### REQUIRED ACTION:
There is one span to output from the data below: the lines starting at the line with "position:absolute; left:18px; top:339px;" and ending at the line with "position:absolute; left:546px; top:18px;". Output it exactly, ends included, nothing more.

### Dataset records:
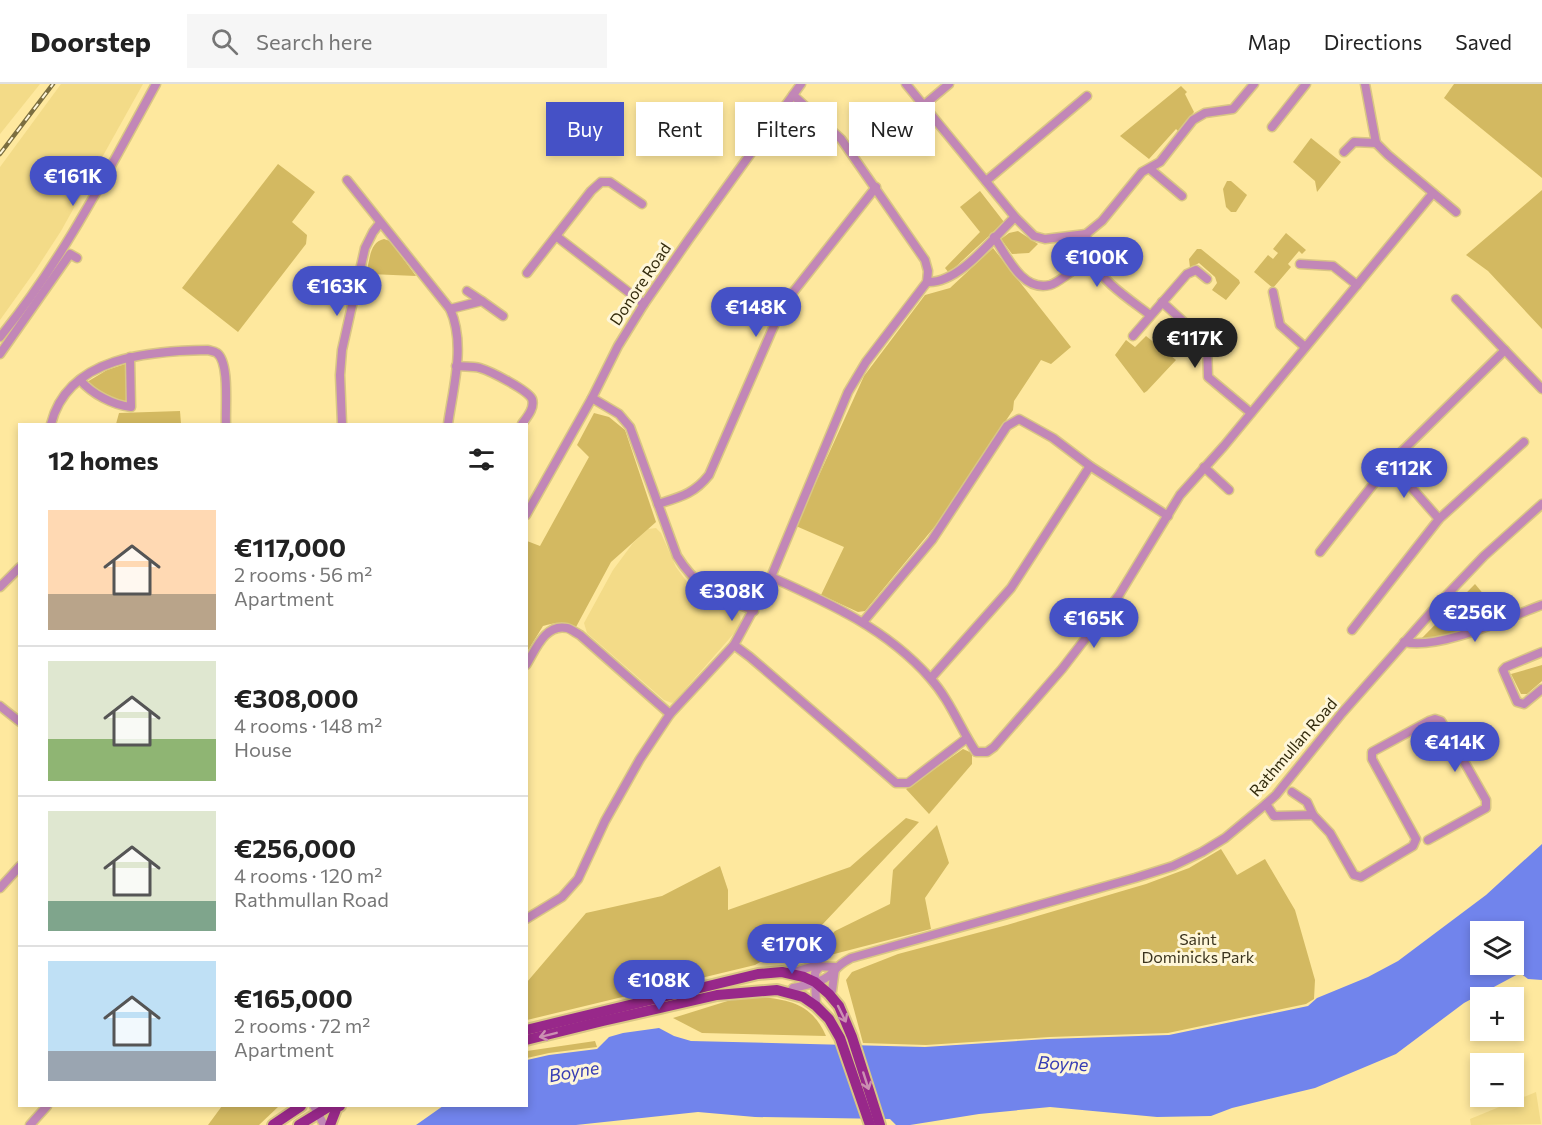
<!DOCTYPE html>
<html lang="en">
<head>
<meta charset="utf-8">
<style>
	:root { --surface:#fff; --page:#f6f6f6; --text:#222; --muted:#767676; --line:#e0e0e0; --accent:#4551c6 }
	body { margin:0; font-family:Commissioner,sans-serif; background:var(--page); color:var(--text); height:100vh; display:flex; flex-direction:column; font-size:22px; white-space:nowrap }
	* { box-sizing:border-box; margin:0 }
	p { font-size:20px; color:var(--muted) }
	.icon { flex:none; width:33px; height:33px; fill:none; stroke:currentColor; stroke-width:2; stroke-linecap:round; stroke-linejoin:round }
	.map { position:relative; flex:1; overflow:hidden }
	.drawer { position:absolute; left:18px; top:339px; width:510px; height:684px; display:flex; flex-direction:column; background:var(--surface); border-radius:0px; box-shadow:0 3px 9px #0003 }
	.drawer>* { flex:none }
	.banner { position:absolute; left:546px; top:18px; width:570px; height:54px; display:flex; gap:12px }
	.buttons { position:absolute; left:1470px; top:837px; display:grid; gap:12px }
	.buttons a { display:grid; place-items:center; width:54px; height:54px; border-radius:0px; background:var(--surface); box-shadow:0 3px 9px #0003; font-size:30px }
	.price { position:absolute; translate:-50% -51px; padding:0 14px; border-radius:21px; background:var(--accent); color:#fff; font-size:20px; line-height:39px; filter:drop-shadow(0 2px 3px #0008) }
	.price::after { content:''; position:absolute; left:50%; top:36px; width:18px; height:14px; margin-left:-9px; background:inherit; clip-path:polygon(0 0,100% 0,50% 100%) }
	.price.selected { background:#222; color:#fff }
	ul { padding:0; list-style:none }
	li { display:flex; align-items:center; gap:18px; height:150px; padding:0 30px }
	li+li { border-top:2px solid var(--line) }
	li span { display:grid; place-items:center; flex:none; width:168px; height:120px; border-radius:0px; color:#555 }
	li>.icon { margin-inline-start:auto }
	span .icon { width:72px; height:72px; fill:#fffc; stroke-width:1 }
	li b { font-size:26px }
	h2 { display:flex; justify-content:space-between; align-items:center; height:72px; padding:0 30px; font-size:26px }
	.chip { padding:0 21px; border-radius:0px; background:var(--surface); box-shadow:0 3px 9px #0003; font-size:21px; line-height:54px }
	.chip.selected { background:var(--accent); color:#fff }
	header { display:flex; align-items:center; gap:36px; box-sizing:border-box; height:84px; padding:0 30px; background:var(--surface); border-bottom:2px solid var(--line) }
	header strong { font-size:28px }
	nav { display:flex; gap:33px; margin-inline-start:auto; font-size:21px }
	.search { width:420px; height:54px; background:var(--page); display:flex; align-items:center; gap:15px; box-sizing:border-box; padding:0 21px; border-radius:0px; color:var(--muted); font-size:22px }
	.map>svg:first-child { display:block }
	.built { fill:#f3db88 }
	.green { fill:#d3b961 }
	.water { fill:#7184ec; fill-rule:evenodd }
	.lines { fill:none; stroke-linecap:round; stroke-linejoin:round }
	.minor-casing { stroke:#d9c684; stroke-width:11 }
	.major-casing { stroke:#d9c684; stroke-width:14 }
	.minor { stroke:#c287b7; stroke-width:8 }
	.major { stroke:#98288a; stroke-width:10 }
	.rail-casing { stroke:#7b6e40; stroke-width:4.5 }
	.rail { stroke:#fef6d9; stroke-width:2; stroke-dasharray:7; stroke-linecap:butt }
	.oneway { stroke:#cb8fb2 }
	.labels { text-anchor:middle; stroke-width:6; stroke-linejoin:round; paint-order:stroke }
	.street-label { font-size:16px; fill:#332b0c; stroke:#fef6d9 }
	.park-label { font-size:16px; fill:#3a331d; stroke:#fef6d9 }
	.water-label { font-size:18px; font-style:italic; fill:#373db4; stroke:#fef6d9 }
</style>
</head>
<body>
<header>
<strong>Doorstep</strong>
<div class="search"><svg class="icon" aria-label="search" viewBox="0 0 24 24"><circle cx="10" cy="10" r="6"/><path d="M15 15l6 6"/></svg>Search here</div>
<nav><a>Map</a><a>Directions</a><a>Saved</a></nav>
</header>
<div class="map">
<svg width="1542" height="1041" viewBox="0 0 1542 1041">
	<rect width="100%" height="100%" fill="#fee89e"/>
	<g class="built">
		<polygon points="0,0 40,0 0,50"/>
		<polygon points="61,0 143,0 61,147 35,187 0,236 0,83"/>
		<polygon points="656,444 661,449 676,483 687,498 737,527 740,532 741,538 736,547 675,617 672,619 664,616 587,549 584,539 613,486 633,459 648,445"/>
		<polygon points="1536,1008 1541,1040 1471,1041 1470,1035"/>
	</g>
	<g class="green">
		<polygon points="1454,0 1542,0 1542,94 1444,14"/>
		<polygon points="1181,2 1187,8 1185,10 1194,28 1178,47 1176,45 1149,75 1120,52"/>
		<polygon points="1311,54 1341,78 1317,108 1315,97 1293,78"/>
		<polygon points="278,80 315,108 292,138 307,151 306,160 238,248 182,204"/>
		<polygon points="1227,97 1231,97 1247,111 1236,128 1231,128 1226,123 1223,105"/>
		<polygon points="1542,106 1542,245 1488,187 1466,171"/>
		<polygon points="980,107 1004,138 949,189 945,184 980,148 960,123"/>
		<polygon points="1018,147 1038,160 1029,169 1012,170 1001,155 1009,149"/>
		<polygon points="1286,149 1306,166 1302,170 1299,167 1288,180 1291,183 1273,204 1254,188 1268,171 1273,175 1278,169 1273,165"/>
		<path d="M384 155 390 157 416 192 370 190 367 186C370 174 370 158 384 155Z"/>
		<polygon points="993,164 1071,263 1051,280 1041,276 1014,317 1013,326 936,441 865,527 858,528 821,511 844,463 796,442 864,292 925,211 950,204"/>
		<polygon points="1197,165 1201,165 1239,196 1240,199 1226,216 1212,206 1217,199 1215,193 1199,179 1190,184 1189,175"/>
		<polygon points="1146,252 1176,276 1147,307 1144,309 1115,271 1126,256 1135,263"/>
		<polygon points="128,279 127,321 119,319 88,302 87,298 107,286"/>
		<polygon points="180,327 181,340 116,340 119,329"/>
		<path d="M594 329 609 333 625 346 656 438 611 478 576 543C565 537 555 539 543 542L527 568V457L540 462 589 373 577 361Z"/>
		<polygon points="1475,500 1501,531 1442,553 1420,556"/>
		<polygon points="1542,581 1542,597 1527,610 1521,610 1511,590"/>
		<polygon points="963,665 972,669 972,680 929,730 906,705"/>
		<polygon points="906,734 919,738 821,842 755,881 527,936 527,898 586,829 662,812 720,782 728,806 728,826 850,783"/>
		<polygon points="937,741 949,779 925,814 931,845 807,877 835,847 890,820 893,786"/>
		<polygon points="1221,765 1237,791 1265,775 1295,826 1315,896 1314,915 1306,920 1168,949 1050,953 926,961 863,959 846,896 852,888 898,870 1007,841 1146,800 1189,784"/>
		<path d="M761 913C792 916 813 922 826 952L702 949 673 934 737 914Z"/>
		<polygon points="595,957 597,963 549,969 527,974 527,967"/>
		<polygon points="222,1022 279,1022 259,1041 208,1041"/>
	</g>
	<path class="water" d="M1542 760V896L1528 895 1520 889 1464 919 1396 970 1315 1004 1232 1024 1211 1032 1157 1033 1050 1023 979 1030 910 1041H896L890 1035 755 1033 698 1028 576 1041H416L443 1022H526L527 976 549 971 597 965 609 953 623 949 659 944 674 952 691 957 925 963 1047 955 1169 951 1308 922 1317 914 1368 893 1398 877 1486 811ZM1480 848H1514V880H1480Z"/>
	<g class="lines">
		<defs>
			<g id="minor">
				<polyline points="906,0 1015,133 1034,152 1045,155 1086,150 1102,137 1142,88 1160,78 1193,36 1205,29 1233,25 1254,0"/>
				<polyline points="1365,0 1376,59 1388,71 1456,128"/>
				<polyline points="923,22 949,0"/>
				<polyline points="1272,43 1306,0"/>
				<polyline points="1344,68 1354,58 1376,59"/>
				<polyline points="1150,85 1182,112"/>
				<path d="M347 96 450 225C466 260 453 304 448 340"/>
				<polyline points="986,97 1087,12"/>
				<path d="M1086 150C1088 158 1088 167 1091 174 1099 196 1132 217 1150 231"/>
				<polyline points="556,152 644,220"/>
				<path d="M994 153C1007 172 1022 208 1050 201 1057 199 1065 192 1071 188"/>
				<polyline points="1300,180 1333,182 1357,201"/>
				<polyline points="527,189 591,107 601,98 610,98 642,120"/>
				<path d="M927 198C959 200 993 154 1015 133"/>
				<polyline points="467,207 482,217"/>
				<polyline points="1273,208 1280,241 1305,263"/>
				<polyline points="1456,215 1542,305"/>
				<polyline points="1162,218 1207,259 1208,293 1251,329"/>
				<polyline points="450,225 482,217 503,232"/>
				<polyline points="1133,252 1187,190 1196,186 1207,195"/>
				<path d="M0 253C63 176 108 87 156 0"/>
				<polyline points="0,270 70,170 77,174"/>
				<path d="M456 282C464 283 472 282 480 284 490 287 528 306 532 315 535 324 527 333 522 340"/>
				<path d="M80 296C92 310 113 321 131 323L130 273"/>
				<path d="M592 314 619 330 630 343 677 472C698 506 719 511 754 527"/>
				<path d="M51 340C68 272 150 267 208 266 211 267 214 267 217 269 230 279 225 325 226 340"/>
				<polyline points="342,340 340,291 342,266 365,164 373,148 380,139"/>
				<polyline points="1390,379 1439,435"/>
				<polyline points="1204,383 1229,406"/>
				<path d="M658 420C680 413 694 410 709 391L783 221 876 103"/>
				<polyline points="526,431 592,314 618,262 644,220 689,155 801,0"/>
				<polyline points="1320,468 1390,379 1505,266"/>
				<path d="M771 493C829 519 887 545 930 594 950 616 960 644 976 668H987L994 663 1062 585 1119 511 1180 411 1224 362 1433 109"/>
				<polyline points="0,503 20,483"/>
				<polyline points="863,538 932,456 1007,342 1019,335 1053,354 1090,382 1168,432"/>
				<polyline points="1352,546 1439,435 1524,358"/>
				<path d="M1404 558C1441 566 1506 534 1542 521"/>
				<polyline points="734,561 750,573 896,699 908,699 967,654"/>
				<polyline points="1542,568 1506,583 1503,586 1517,618 1524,620 1542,605"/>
				<path d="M526 581C535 567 545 539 567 544 571 545 576 549 580 551L670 630"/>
				<polyline points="931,594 1011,504 1090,382"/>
				<polyline points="0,622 20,638"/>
				<polyline points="1292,708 1307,718 1313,731"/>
				<polyline points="1266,720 1274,732 1313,731 1330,749 1354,791 1361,793 1413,762 1416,755 1372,675 1372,668 1429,637 1435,635 1441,637 1486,716 1486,724 1428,756"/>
				<polyline points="0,804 20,782"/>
				<polyline points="526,835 562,813 578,795 605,737 640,675 670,630 734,561 771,493 848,308 866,278 927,198 928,187 925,176 841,55 793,11"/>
				<polyline points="791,889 814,882 835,883"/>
				<path d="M790 909 793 904C805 901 822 899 831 890 839 882 840 880 851 874L1135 794 1173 782 1202 768 1225 754 1266 720 1276 711 1342 629 1442 516 1484 472 1542 420"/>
				<polyline points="829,910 832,907 835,884"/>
				<polyline points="816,922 815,889 820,882"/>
				<polyline points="314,1022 324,1041"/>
				<polyline points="30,1041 47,1022"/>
			</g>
			<g id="major">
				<polyline points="526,946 758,890 782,888 804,893 815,898 829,910 839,922 852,953 880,1041"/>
				<polyline points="526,956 603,937 717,911 777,906 803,913 816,922 829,935 840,954 870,1041"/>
				<polyline points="273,1041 301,1022"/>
				<polyline points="299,1041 330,1022"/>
				<polyline points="330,1041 337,1023 340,1022"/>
			</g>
		</defs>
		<use href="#minor" class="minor-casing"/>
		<use href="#major" class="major-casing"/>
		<use href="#minor" class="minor"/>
		<use href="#major" class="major"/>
		<defs>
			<polyline id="rail" points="0,70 53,0"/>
		</defs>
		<use href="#rail" class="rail-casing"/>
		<use href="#rail" class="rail"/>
	</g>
	<defs><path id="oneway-shaft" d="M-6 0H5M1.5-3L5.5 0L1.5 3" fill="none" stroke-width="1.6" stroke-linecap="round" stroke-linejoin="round" transform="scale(1.5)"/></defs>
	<g class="oneway">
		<use href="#oneway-shaft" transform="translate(842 930) rotate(64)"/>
		<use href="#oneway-shaft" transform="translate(548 951) rotate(166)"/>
		<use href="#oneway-shaft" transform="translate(866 997) rotate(72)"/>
	</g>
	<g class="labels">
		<g class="street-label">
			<text transform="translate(640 200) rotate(-56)" y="6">Donore Road</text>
			<text transform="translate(1293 663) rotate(-49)" y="6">Rathmullan Road</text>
		</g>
		<g class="park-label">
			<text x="1198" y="861">Saint<tspan x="1198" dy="18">Dominicks Park</tspan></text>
		</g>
		<g class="water-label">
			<text transform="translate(1063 980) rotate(3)" y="6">Boyne</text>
			<text transform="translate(574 988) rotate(-10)" y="6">Boyne</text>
		</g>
	</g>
</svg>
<div class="buttons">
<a><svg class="icon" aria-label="layers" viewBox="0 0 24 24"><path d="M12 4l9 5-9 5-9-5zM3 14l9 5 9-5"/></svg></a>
<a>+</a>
<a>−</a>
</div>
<b class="price" style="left:73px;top:123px">€161K</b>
<b class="price" style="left:1097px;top:204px">€100K</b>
<b class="price" style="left:337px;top:233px">€163K</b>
<b class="price" style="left:756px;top:254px">€148K</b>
<b class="price selected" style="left:1195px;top:285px">€117K</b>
<b class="price" style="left:1404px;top:415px">€112K</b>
<b class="price" style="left:732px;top:538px">€308K</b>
<b class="price" style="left:1475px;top:559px">€256K</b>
<b class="price" style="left:1094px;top:565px">€165K</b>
<b class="price" style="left:1455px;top:689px">€414K</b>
<b class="price" style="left:792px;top:891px">€170K</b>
<b class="price" style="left:659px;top:927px">€108K</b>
<div class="banner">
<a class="chip selected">Buy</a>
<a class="chip">Rent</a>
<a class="chip">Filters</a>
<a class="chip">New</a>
</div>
<section class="drawer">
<h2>12 homes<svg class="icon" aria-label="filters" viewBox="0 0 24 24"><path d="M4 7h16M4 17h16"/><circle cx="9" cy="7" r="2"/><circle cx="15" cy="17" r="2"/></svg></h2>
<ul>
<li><span style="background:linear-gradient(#ffd9b3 70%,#b9a48a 0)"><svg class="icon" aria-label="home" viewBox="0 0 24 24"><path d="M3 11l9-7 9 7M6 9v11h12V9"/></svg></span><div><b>€117,000</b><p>2 rooms · 56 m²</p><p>Apartment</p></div></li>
<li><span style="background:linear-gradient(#dfe7d0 65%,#8fb573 0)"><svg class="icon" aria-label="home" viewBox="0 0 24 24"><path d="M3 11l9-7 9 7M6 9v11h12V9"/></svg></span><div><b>€308,000</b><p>4 rooms · 148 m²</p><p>House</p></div></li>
<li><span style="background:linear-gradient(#dfe7d0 75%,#7fa58c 0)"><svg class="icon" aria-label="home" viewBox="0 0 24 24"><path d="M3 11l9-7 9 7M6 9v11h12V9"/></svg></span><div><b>€256,000</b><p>4 rooms · 120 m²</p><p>Rathmullan Road</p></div></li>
<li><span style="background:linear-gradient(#bfe0f5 75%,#9aa5b1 0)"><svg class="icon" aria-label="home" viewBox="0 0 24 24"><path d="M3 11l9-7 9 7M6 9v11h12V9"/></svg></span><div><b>€165,000</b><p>2 rooms · 72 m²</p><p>Apartment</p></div></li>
</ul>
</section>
</div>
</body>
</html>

### ANSWER:
	.drawer { position:absolute; left:18px; top:339px; width:510px; height:684px; display:flex; flex-direction:column; background:var(--surface); border-radius:0px; box-shadow:0 3px 9px #0003 }
	.drawer>* { flex:none }
	.banner { position:absolute; left:546px; top:18px; width:570px; height:54px; display:flex; gap:12px }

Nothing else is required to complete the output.